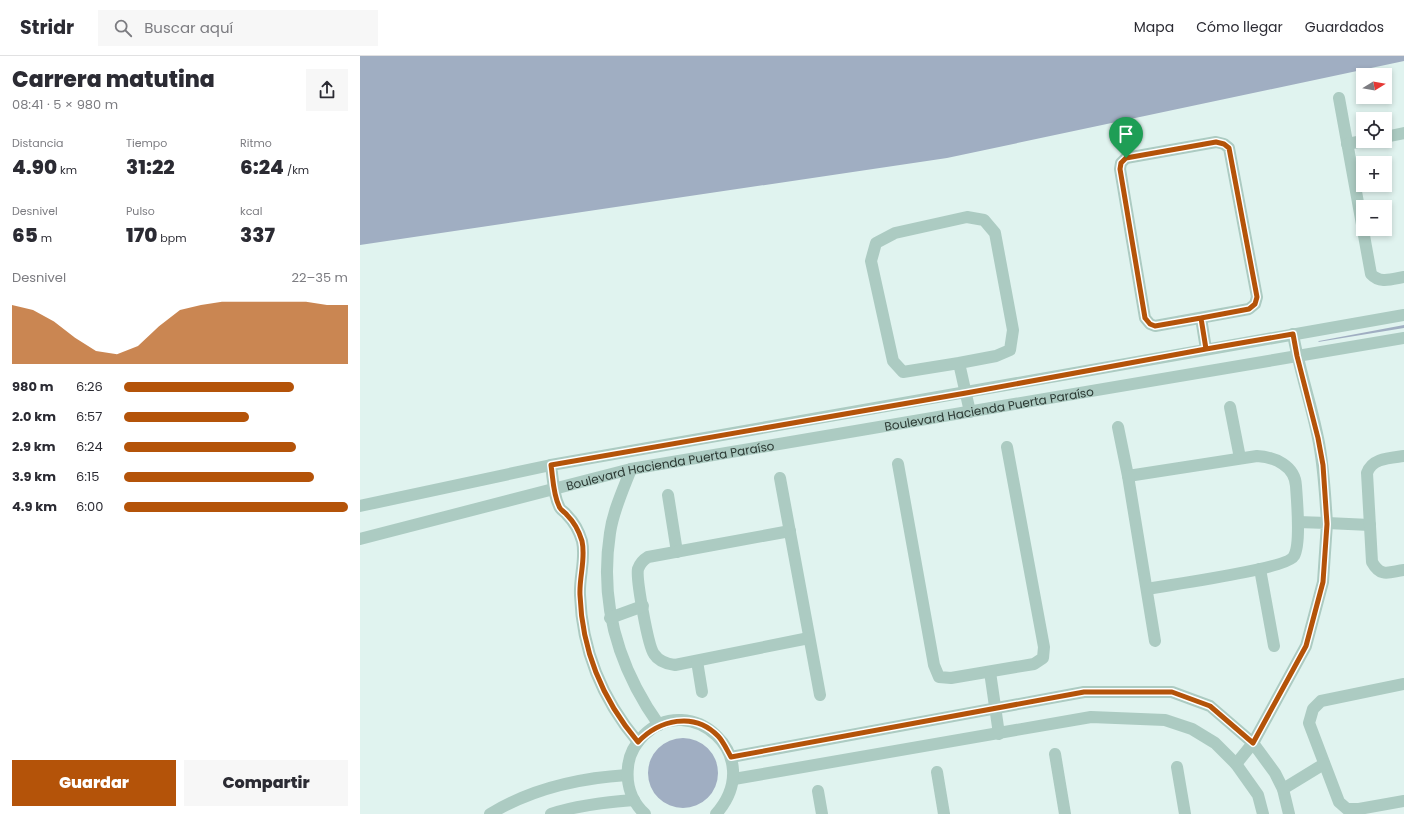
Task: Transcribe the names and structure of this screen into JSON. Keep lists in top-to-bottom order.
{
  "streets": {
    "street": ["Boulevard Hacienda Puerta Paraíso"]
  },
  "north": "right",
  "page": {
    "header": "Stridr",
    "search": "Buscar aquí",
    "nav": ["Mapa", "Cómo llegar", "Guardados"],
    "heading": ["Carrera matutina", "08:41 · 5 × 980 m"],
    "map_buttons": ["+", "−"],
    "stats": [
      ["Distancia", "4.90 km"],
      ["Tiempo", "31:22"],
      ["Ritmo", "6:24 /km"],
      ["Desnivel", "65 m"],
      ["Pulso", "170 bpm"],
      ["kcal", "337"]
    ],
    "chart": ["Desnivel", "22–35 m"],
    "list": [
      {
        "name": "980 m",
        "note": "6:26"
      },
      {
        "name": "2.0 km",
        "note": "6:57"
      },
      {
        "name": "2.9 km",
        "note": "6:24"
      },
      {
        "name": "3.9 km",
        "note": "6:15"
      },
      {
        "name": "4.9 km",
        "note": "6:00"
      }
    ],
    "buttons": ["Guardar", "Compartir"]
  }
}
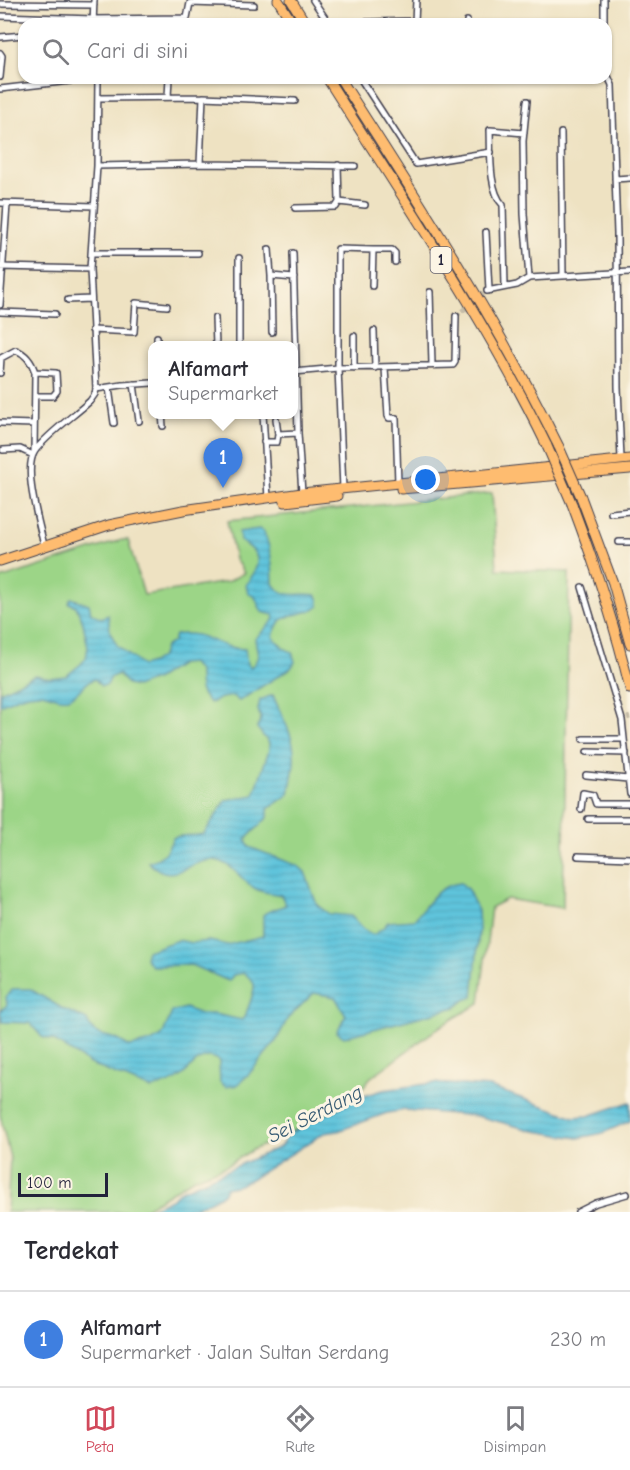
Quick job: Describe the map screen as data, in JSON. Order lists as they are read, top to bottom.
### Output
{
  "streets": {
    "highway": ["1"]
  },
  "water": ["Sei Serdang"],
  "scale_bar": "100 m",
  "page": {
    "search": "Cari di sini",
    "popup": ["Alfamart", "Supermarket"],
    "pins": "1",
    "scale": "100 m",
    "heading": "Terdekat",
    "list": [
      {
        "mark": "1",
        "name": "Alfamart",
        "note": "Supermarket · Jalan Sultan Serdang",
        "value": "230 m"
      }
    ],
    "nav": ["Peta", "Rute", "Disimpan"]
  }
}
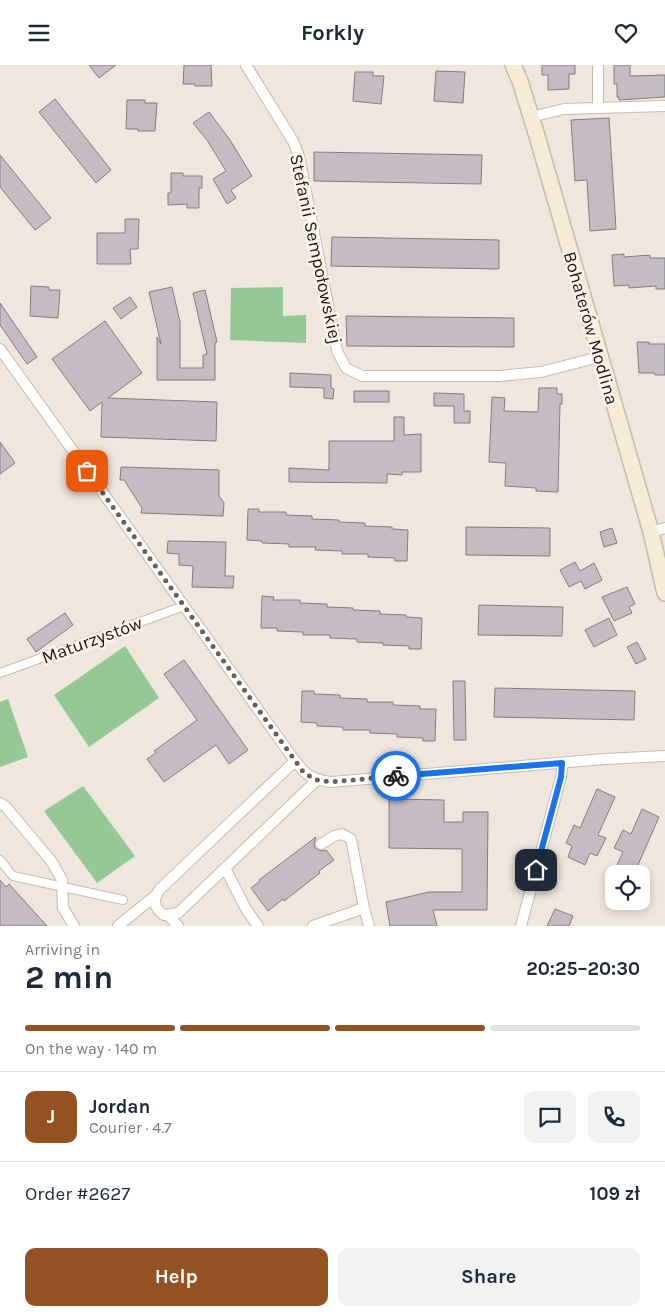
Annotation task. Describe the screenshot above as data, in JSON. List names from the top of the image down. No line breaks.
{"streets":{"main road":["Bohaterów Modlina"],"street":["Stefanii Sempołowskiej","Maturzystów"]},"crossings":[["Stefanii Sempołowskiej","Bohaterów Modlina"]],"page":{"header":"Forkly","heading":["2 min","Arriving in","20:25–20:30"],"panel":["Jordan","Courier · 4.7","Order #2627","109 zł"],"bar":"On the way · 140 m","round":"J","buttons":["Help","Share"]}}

-----

Problem statement:
Please repeat each line above exactly as it appears, but omit the pictures.

Solution:
Task: Transcribe the names and structure of this screen into JSON. Keep lists in top-to-bottom order.
{
  "streets": {
    "street": ["Boulevard Hacienda Puerta Paraíso"]
  },
  "north": "right",
  "page": {
    "header": "Stridr",
    "search": "Buscar aquí",
    "nav": ["Mapa", "Cómo llegar", "Guardados"],
    "heading": ["Carrera matutina", "08:41 · 5 × 980 m"],
    "map_buttons": ["+", "−"],
    "stats": [
      ["Distancia", "4.90 km"],
      ["Tiempo", "31:22"],
      ["Ritmo", "6:24 /km"],
      ["Desnivel", "65 m"],
      ["Pulso", "170 bpm"],
      ["kcal", "337"]
    ],
    "chart": ["Desnivel", "22–35 m"],
    "list": [
      {
        "name": "980 m",
        "note": "6:26"
      },
      {
        "name": "2.0 km",
        "note": "6:57"
      },
      {
        "name": "2.9 km",
        "note": "6:24"
      },
      {
        "name": "3.9 km",
        "note": "6:15"
      },
      {
        "name": "4.9 km",
        "note": "6:00"
      }
    ],
    "buttons": ["Guardar", "Compartir"]
  }
}
Quick job: Describe the map screen as data, in JSON. Order lists as they are read, top to bottom.
### Output
{
  "streets": {
    "highway": ["1"]
  },
  "water": ["Sei Serdang"],
  "scale_bar": "100 m",
  "page": {
    "search": "Cari di sini",
    "popup": ["Alfamart", "Supermarket"],
    "pins": "1",
    "scale": "100 m",
    "heading": "Terdekat",
    "list": [
      {
        "mark": "1",
        "name": "Alfamart",
        "note": "Supermarket · Jalan Sultan Serdang",
        "value": "230 m"
      }
    ],
    "nav": ["Peta", "Rute", "Disimpan"]
  }
}
Annotation task. Describe the screenshot above as data, in JSON. List names from the top of the image down. No line breaks.
{"streets":{"main road":["Bohaterów Modlina"],"street":["Stefanii Sempołowskiej","Maturzystów"]},"crossings":[["Stefanii Sempołowskiej","Bohaterów Modlina"]],"page":{"header":"Forkly","heading":["2 min","Arriving in","20:25–20:30"],"panel":["Jordan","Courier · 4.7","Order #2627","109 zł"],"bar":"On the way · 140 m","round":"J","buttons":["Help","Share"]}}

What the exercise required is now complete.